Fred Kevorkian of Kevorkian Mastering

Wells: I’m someone who works with a lot of independent artists, where the artist is also the engineer, but they’re not professional engineers: They have a DAW and maybe they’re recording in their practice space, they’ve read a lot of magazines and gone on the Internet to try and glean information that they can apply in their environment to get their project created. What I see missing from that equation right now is a real depth of understanding of the terminology. People throw around a lot of terms—“dither” is a good example—without understanding what “dither” does.

They know they need to do it, but are you talking about dither with or without noise shaping? Once they go beneath the surface, there isn’t much understanding. People have a lot more access to information now, but the deeper understanding is still at the very top level with professionals. I think it’s a reflection of the times because when you look at how many directions people are pulled today doing their work, their music, their social media—e-mail, text messaging and phone—there’s not a lot of time to dedicate oneself to really becoming proficient in something like audio engineering when you also need to be the musician and the manager and the promoter and whatnot.

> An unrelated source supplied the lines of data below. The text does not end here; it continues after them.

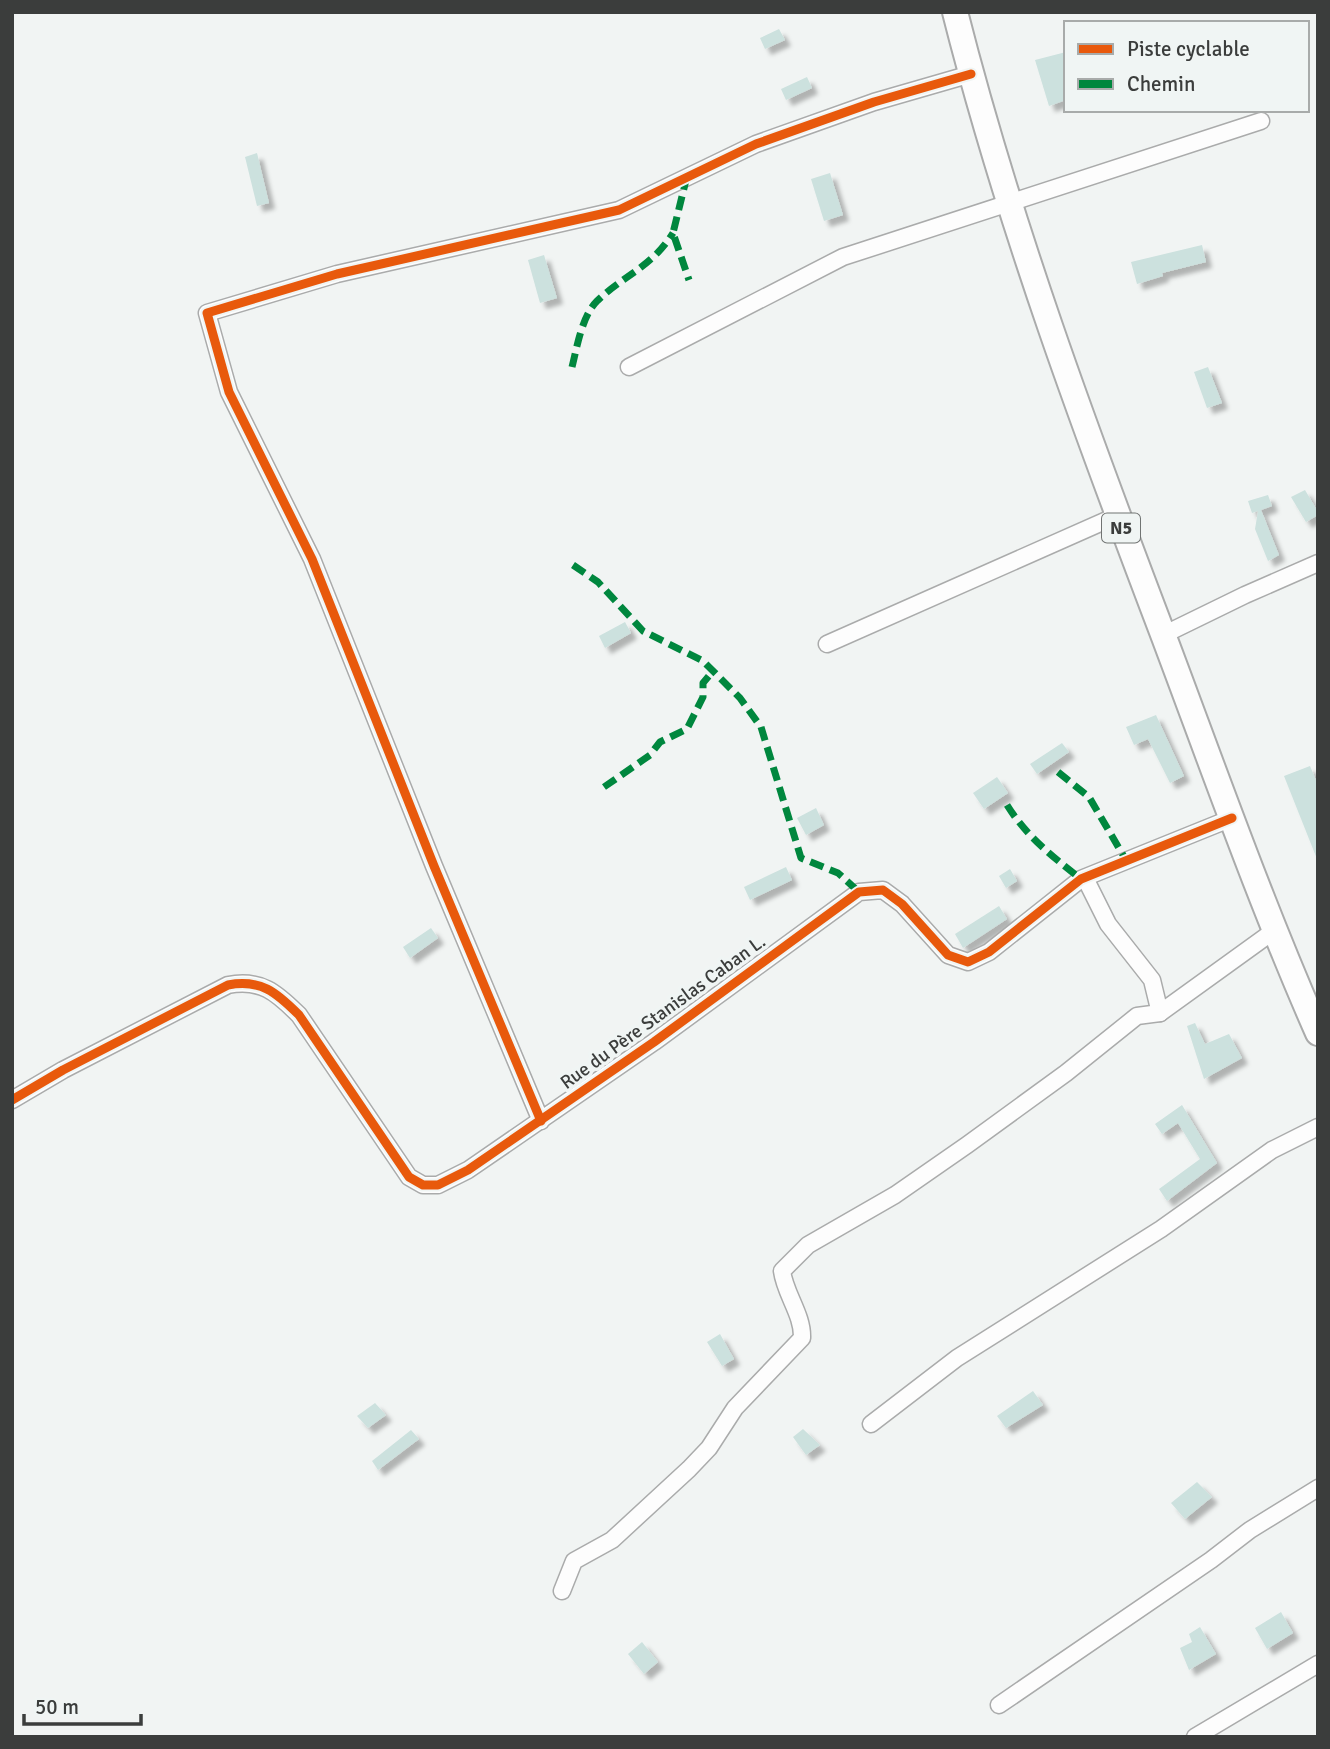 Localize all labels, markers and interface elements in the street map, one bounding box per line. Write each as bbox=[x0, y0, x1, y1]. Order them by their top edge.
legend bbox=[1064, 21, 1309, 112]
text: Piste cyclable bbox=[1127, 36, 1250, 62]
text: Chemin bbox=[1127, 71, 1196, 97]
road number: N5 bbox=[1102, 514, 1140, 542]
street label: Rue du Père Stanislas Caban L. bbox=[556, 929, 770, 1095]
scale bar bbox=[24, 1682, 142, 1726]
text: 50 m bbox=[35, 1694, 79, 1720]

Marcussen: We see everything imaginable—including, I’ve got to say, plenty of really fantastic, well-put-together projects that already sound great. But we also see things that come in already distorted for you. [Laughs] We see things that come in with a little pre-mastering “help” on them. You get the call: “Can you master from an MP3?” Well, technically, yes, you can, but do you want to is the question.

There are definitely times when there’s a problem that surfaces in the mastering room and then we have to go back to the client and see what they want to do. I would be remiss in my duty if I didn’t say, “Hey, these files look funny,” or, “This tape doesn’t have stable tones”; whatever the flaw is. The good news is that today most of this stuff is correctable.

DeMain: The percentage of unlabeled files is actually pretty small. We do stuff from all over the world now because the Internet has made it so easy. Someone sees your name on a CD they like and all of a sudden we have clients in Italy and Sweden and France and England, Australia, South America, Scandinavia. Files exchanged over the Internet are always labeled properly and pretty much always have an e-mail with all the info. But then you still get the odd disc in the mail that’s just a CD with the files on it and there are no titles or sequence and sometimes no phone number, et cetera. It does make you scratch your head sometimes.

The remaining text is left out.